When they called my name and led me into the operating room, I was surprised by the sparseness of it all. Just a short blue table covered in thin white paper with vintage leather stirrups hanging from metal arms. No pillow, no blanket for the cold. Nothing like the plush gastroenterologist table I was used to at my Pasadena hospital. The doctor was young, maybe my age, and she inserted the IV into my flat veins on only the second try. “A pro,” I remember thinking as I felt the anesthetic hit, burning every millimeter as it wound its way up my arm.
I woke up in the recovery room to a sea of hospital beds cradling passed out women of all ages and sizes. High on painkillers and full of cramps, I watched as a nurse put a diaper on my grown hips. “How did I do that?” I chattered. Maybe she didn’t hear me, but she never answered, and in the end I didn’t need her reassurance. It was more important to me to be a healthy person than it was to me to be a mother. As she continued to press down on my uterus, I felt nothing but intense relief that I had chosen me.
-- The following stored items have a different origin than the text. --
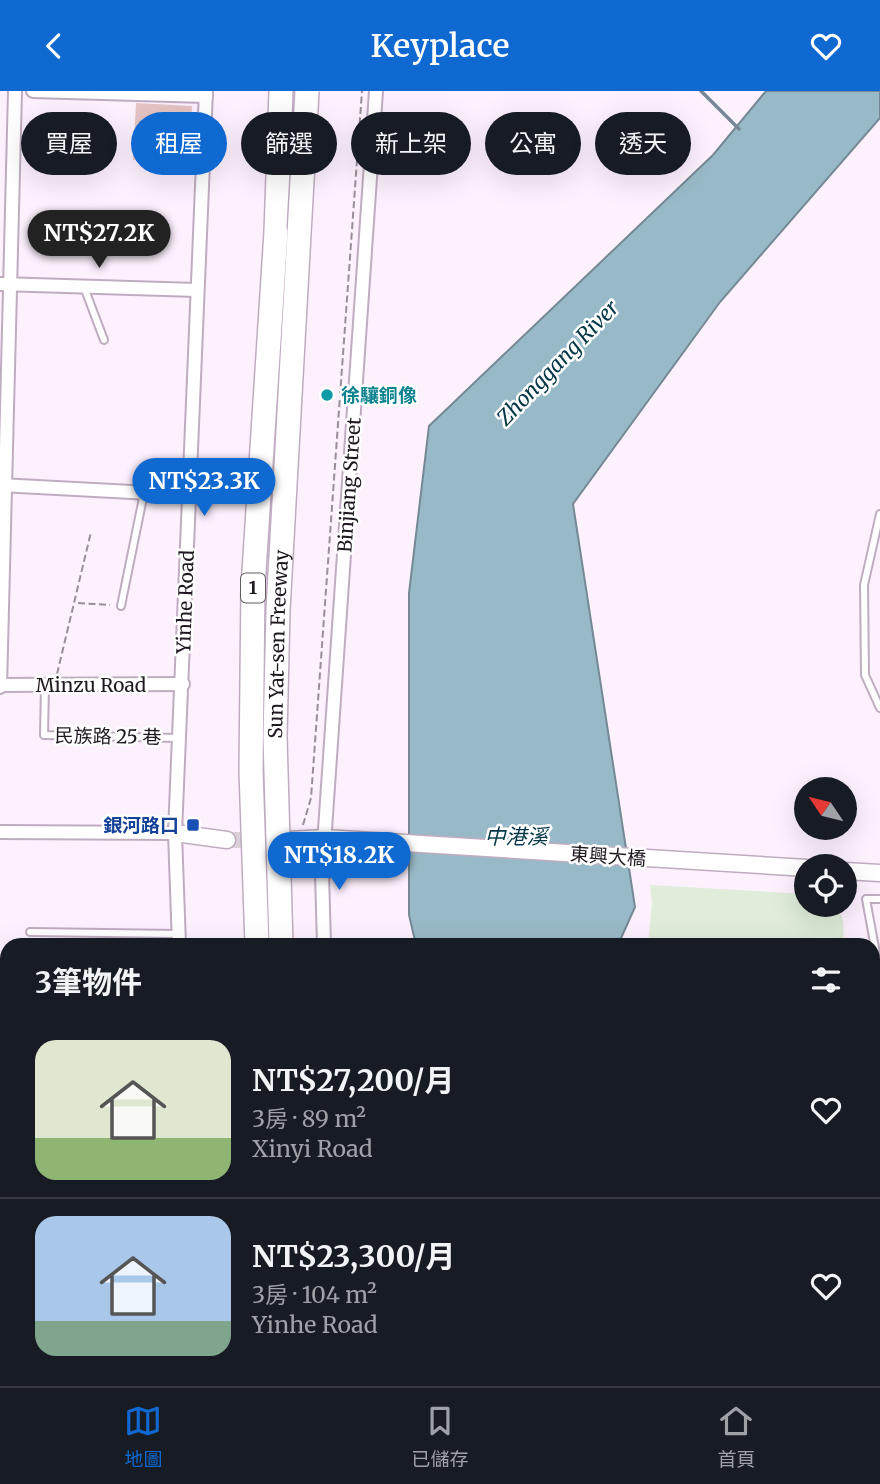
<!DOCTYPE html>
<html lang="zh-TW">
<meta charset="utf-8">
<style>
body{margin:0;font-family:Merriweather,"Noto Sans TC",serif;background:#242831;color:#f1f3f6;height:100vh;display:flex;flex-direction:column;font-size:26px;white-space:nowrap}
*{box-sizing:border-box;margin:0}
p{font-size:23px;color:#9ea1a6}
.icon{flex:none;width:38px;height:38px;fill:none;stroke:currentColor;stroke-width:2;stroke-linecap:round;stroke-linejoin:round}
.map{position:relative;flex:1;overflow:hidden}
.details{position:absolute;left:0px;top:847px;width:880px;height:448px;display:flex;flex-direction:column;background:#171b24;border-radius:21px 21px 0 0;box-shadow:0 7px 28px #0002}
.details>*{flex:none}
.banner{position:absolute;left:21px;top:21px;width:838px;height:63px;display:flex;gap:14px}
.needle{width:46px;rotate:305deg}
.fabs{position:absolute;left:794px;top:686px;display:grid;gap:14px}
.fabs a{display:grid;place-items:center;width:63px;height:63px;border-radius:50%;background:#171b24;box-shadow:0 7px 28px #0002;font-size:35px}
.price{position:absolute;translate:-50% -60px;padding:0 16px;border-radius:24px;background:#1068d1;color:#fff;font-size:23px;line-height:46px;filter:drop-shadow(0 2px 4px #0008)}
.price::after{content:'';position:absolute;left:50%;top:42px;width:21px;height:16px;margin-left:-10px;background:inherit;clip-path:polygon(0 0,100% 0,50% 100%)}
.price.selected{background:#222;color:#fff}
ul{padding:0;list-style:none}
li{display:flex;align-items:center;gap:21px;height:175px;padding:0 35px}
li+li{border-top:2px solid #363941}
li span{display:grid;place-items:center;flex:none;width:196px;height:140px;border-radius:21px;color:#555}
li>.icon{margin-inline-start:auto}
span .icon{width:84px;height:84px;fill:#fffc;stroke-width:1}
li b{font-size:30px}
h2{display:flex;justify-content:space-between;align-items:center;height:84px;padding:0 35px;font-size:30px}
.chip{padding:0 24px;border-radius:32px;background:#171b24;box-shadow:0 7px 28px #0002;font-size:24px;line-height:63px}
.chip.selected{background:#1068d1;color:#fff}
header{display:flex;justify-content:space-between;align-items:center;height:91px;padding:0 35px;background:#1068d1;color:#fff;font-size:32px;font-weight:600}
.menu{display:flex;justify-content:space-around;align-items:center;height:98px;border-top:2px solid #363941;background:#171b24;font-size:19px;color:#9ea1a6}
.menu a{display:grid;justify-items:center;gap:4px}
.menu .selected{color:#1068d1}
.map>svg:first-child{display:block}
</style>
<header><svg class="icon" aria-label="back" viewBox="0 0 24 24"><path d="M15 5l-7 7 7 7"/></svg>Keyplace<svg class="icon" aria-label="heart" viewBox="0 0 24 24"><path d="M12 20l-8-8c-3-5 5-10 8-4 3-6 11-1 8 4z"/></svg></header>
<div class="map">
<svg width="880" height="1295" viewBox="0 0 880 1295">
<rect width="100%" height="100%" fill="#fdf1fe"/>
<g fill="#dfedda">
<path d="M650,794L807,803V814H836C845,825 844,840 843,854H648L652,812Z"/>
<path d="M873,1001L880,1038V1295H588L585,1288H873Z"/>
</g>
<path fill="#98b9c7" stroke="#748995" stroke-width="2" d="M766,0H880V27L720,211L573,413L635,816L618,854H416L409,824V502L429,335L713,64Z"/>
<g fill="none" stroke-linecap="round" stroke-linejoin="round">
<path stroke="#748995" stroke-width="3.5" d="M701,0L739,38"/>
</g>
<path fill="#e5c5c3" d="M136,12L192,15L189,72L133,69Z"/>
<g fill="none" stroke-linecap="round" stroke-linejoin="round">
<path stroke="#dcd0dd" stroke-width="16" stroke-dasharray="16 8" stroke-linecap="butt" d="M227,749H288"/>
<defs>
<g id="service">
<path d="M84,196L104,249"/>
<path d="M880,423L864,494L865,584L880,617"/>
<path d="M121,515L144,402"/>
<path d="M45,594L44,644L178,647"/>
<path d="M880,808H866L880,884"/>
<path d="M30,841L179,843"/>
<path d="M0,939L7,940"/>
<path d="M0,1044H7"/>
<path d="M0,1218L7,1238"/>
<path d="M40,1288L42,1295"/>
</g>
<g id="minor">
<path d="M33,0L206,5"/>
<path d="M0,193L197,199"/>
<path d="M0,394L188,404"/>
<path d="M0,594L183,593"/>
<path d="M0,596L15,0"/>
<path d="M0,741L175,742"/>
<path d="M179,854L175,742L206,0"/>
<path d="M324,854L322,782L376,0"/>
<path d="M392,1288L393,1295"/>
<path d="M178,1295V1288"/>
</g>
<g id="tertiary">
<path d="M175,742L227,749"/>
<path d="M289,749L325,747L807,777"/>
<path d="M845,780L880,782"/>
</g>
<g id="motorway">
<path d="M276,141L281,0"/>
<path d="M310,1288L311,1295"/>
<path d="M335,1288L336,1295"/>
</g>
</defs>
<use href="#service" stroke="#c0acc1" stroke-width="10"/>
<use href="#minor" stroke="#c0acc1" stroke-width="16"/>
<use href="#tertiary" stroke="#c0acc1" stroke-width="19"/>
<use href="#motorway" stroke="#c0acc1" stroke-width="26"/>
<g stroke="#988e99" stroke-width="2" stroke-dasharray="7 3.5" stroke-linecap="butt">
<path d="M78,512L110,514"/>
<path d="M57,583L91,441"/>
<path d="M303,734L311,707L362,0"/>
</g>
<use href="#service" stroke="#fff" stroke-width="6"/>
<use href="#minor" stroke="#fff" stroke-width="12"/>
<use href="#tertiary" stroke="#fff" stroke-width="16"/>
<use href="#motorway" stroke="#fff" stroke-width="23"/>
<defs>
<g id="motorway-bridge">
<path d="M257,854L251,680L253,496L276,141"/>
<path id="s1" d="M281,854L275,646L278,519L307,0"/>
</g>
</defs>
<use href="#motorway-bridge" stroke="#c0acc1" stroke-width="26" stroke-linecap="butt"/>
<use href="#motorway-bridge" stroke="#fff" stroke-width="23"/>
</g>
<circle fill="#0f9aa8" stroke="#fff" stroke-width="2.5" cx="327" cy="304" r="7"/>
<rect fill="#1a4fb4" stroke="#fff" stroke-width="2.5" x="186" y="727" width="14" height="14" rx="3.5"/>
<g text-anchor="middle" stroke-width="5" stroke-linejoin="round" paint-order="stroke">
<rect fill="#fff" stroke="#625d63" stroke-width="2" x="241" y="482.5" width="24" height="29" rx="5"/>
<g font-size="18" font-weight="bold" fill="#1f1820">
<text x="253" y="503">1</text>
</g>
<g font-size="19" font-weight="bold" fill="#0d838f" stroke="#fff" text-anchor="start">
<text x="341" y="311">徐驤銅像</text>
</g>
<g font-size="19" fill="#1f1820" stroke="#fff">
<text transform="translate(349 394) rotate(-86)" y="7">Binjiang Street</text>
<text transform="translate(185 511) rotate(-88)" y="7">Yinhe Road</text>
<text dy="7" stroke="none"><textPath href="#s1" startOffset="301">Sun Yat-sen Freeway</textPath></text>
<text x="91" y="601">Minzu Road</text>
<text transform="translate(108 645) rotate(1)" y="7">民族路 25 巷</text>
<text transform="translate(608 765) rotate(4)" y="7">東興大橋</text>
</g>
<g font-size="19" font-weight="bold" fill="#164399" stroke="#fff" text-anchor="end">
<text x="179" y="741">銀河路口</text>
</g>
<g font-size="21" font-style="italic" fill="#043746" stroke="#fff">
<text transform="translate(558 272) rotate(-46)" y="7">Zhonggang River</text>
<text x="516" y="753">中港溪</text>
</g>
</g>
</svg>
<div class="fabs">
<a><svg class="needle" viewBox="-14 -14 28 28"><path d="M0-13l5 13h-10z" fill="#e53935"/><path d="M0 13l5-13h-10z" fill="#9ea1a6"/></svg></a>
<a><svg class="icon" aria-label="locate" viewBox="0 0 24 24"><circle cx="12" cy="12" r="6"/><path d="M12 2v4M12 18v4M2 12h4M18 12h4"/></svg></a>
</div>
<b class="price selected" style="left:99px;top:179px">NT$27.2K</b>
<b class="price" style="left:204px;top:427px">NT$23.3K</b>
<b class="price" style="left:339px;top:801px">NT$18.2K</b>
<div class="banner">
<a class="chip">買屋</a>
<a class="chip selected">租屋</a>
<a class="chip">篩選</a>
<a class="chip">新上架</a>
<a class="chip">公寓</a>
<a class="chip">透天</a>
</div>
<section class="details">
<h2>3筆物件<svg class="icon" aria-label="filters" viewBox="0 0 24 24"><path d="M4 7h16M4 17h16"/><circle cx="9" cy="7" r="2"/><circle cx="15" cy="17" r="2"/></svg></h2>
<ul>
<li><span style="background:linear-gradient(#dfe7d0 70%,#8fb573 0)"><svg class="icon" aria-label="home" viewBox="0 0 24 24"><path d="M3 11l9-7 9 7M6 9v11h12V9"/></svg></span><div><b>NT$27,200/月</b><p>3房 · 89 m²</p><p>Xinyi Road</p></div><svg class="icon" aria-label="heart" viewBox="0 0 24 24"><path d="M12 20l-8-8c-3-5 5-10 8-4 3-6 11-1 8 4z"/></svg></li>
<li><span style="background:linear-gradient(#a9c7e8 75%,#7fa58c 0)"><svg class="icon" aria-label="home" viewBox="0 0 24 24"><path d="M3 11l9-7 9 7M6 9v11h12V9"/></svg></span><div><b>NT$23,300/月</b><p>3房 · 104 m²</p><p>Yinhe Road</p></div><svg class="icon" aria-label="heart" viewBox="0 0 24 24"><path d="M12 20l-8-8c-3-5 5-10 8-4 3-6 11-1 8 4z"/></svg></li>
</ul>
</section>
</div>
<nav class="menu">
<a class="selected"><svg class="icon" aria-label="map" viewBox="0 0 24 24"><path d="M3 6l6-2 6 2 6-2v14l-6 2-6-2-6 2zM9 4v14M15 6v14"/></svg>地圖</a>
<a><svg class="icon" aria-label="saved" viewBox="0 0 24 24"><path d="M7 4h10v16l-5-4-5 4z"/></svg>已儲存</a>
<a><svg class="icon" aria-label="home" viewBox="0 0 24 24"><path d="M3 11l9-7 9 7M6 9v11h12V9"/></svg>首頁</a>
</nav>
As I lay there for the 10 minutes I was allotted to recover from the procedure, I remembered something that happened to me when I was 16. I had gone over to my boyfriend’s house after school because he had the ultimate luxury: cable TV . His mother came home to find us in his bedroom with the door closed. She burst into the room, accused us of having sex, and repeatedly screamed into my teenage face, “Getting an abortion will ruin your life!” Whether we were fully clothed and watching MTV.
It has been almost two years since my procedure, and since then the Supreme Court has been overthrown Roe v. Wade. Could I have had the procedure today? Yes, because luckily I live in California. But millions of women with chronic illnesses who live in states where abortion is now illegal will not be so lucky. They may be forced to carry a painful and potentially life-threatening pregnancy to term.
Lio and I are currently lives with my cat and his five-year-old daughter. The living room is wide and the dance parties are legendary. Having an abortion didn’t ruin my life. It allowed me to keep living it.
Stephanie Atlan is director of communications at SCI-Arc in Los Angeles. She was diagnosed with ulcerative colitis in 2018. She has received four stool transplants, one via endoscopy, so technically she has been eating shit.